Q&A: building the Stampede supercomputer
We talk to the man leading production of the 10-petaflop Stampede at TACC
This week, the 10-petaflop Stampede supercomputer went online after two years in development.
One of the prime uses of supercomputers is to provide resources for the scientific community. In 2011, the US’s National Science Federation put out its solicitation for a new supercomputer and TACC, the Texas Advanced Computer Center, won the contract.
The result is Stampede, a Dell PowerEdge C8220 cluster packed with Intel Xeon Phi coprocessors. It has more than 6,000 compute nodes, more than 96,000 processing cores, and 205TB of memory, for close to ten petaflops of peak performance.
Before the launch, we spoke to its director, Jay Boisseau, to find out what it takes to create the world’s seventh fastest computer, and how TACC worked with Dell and Intel to create a computer that would stand out from the rest.
Q. What’s the timeline for building a supercomputer like Stampede?
A. I think the solicitation came out in Dec 2010, but our proposals were due in March 2011, or the beginning of spring.

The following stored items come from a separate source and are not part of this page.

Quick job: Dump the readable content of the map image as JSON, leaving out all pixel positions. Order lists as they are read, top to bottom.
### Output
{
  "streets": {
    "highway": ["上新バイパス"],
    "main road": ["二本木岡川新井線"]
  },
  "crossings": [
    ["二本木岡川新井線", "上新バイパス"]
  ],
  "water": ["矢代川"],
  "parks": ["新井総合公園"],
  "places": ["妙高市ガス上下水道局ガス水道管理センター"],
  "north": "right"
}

That meant that the reviews and awards were made by the end of that summer, which gives you some time to start building your system and everything.
We started building the data centre right away, as soon as we found out we got the award. We spent the end of 2011 and the first part of 2012 building out our data centre, and then started building the cluster.

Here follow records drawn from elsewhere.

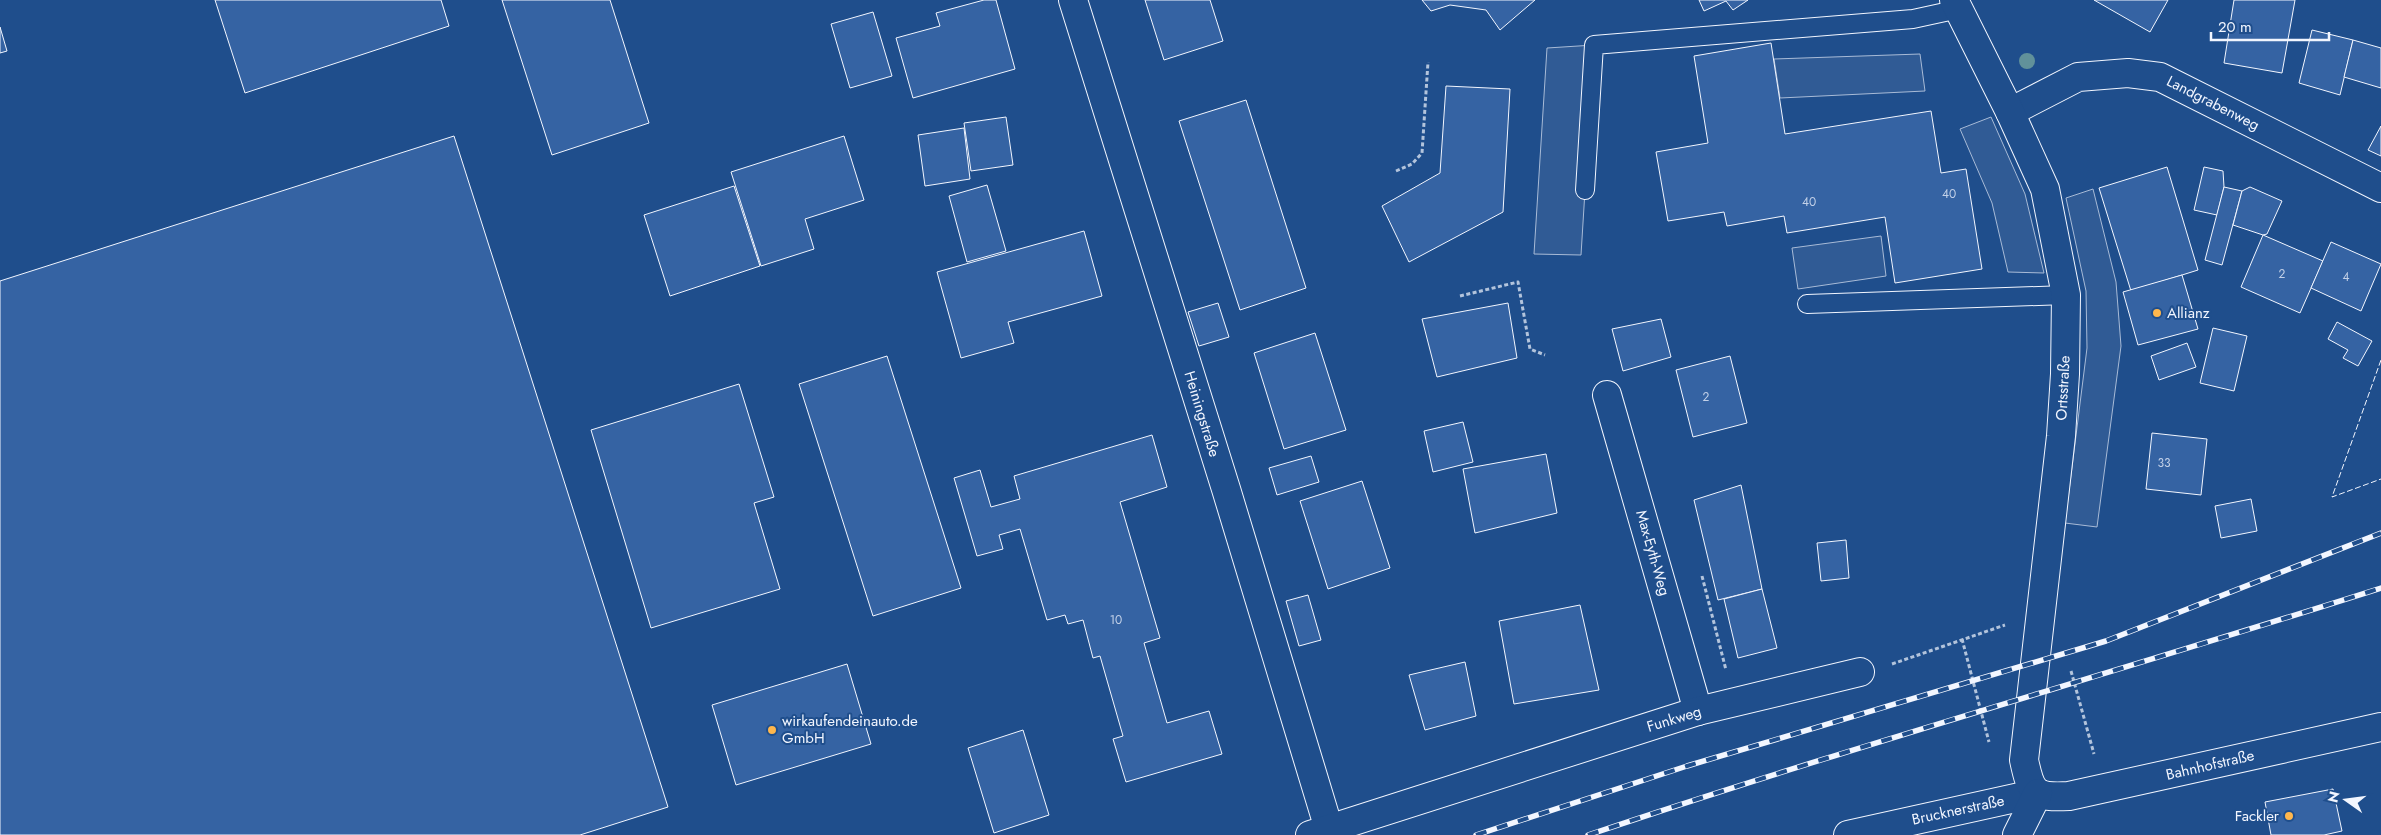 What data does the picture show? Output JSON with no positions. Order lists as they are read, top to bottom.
{
  "streets": {
    "street": [
      "Landgrabenweg",
      "Ortsstraße",
      "Heiningstraße",
      "Max-Eyth-Weg",
      "Funkweg",
      "Bahnhofstraße",
      "Brucknerstraße"
    ]
  },
  "crossings": [
    ["Landgrabenweg", "Ortsstraße"],
    ["Ortsstraße", "Bahnhofstraße"],
    ["Ortsstraße", "Brucknerstraße"],
    ["Heiningstraße", "Funkweg"],
    ["Max-Eyth-Weg", "Funkweg"],
    ["Bahnhofstraße", "Brucknerstraße"]
  ],
  "places": ["Allianz", "wirkaufendeinauto.de GmbH", "Fackler"],
  "house_numbers": [
    "40",
    "40",
    "2",
    "4",
    "2",
    "33",
    "10"
  ],
  "scale_bar": "20 m",
  "north": "left"
}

Q. What are the key moments in the process?
A. When you take delivery of all your nodes and you hook up with the InfiniBand network, you can then start running some apps across the nodes. That was a key moment and that was this past autumn.
We’re in a really crucial phase right now, which we call the early user phase – we have probably 15 research groups that are on the systems right now all doing science and reporting back results. We just got a notification the other day from one user saying the performance was spectacular, so now’s a time for debugging the software stack and identifying any nodes that are sort of straggler nodes, maybe performing slightly slower than expected.
Q. What’s next?
A. [Next we’ll run] two weeks of reliability testing. So we’re really going to hammer the system with lots of jobs and verify that the hardware and software are reliable.
On 7 January, assuming the reliability testing goes well, we’ll put it into production and that means we’ll start accounting for usage. We’ll start decrementing users’ accounts of allocation and for the first two weeks well be measuring the performance as well to make sure the reliability is holding up under the load of a production user community.
We expect to have an acceptance review at the end of January, and we expect NSF [the National Science Foundation] to convene a peer review team that will look at the deployment, the reliability statistics, the initial usage of the first few weeks and make a decision on whether to approve full funding. So an important note is that the system is not formally reviewed yet, but this is standard operating procedure; you get an award to build the system with the expectation of funding being approved.
Q. So how do you pay for everything?
A. You don’t pay for everything until it’s proven to work. It’s not like buying a PC where you pay up front and you get the PC and if it doesn’t work you get your money back. With these very large scale procurements you get an award which gives you the promise of payment pending successful review, but the machine must pass review acceptance tests, and those acceptance tests must be reviewed by a peer review committee convened by the NSF, before the formal authorisation of payment goes through.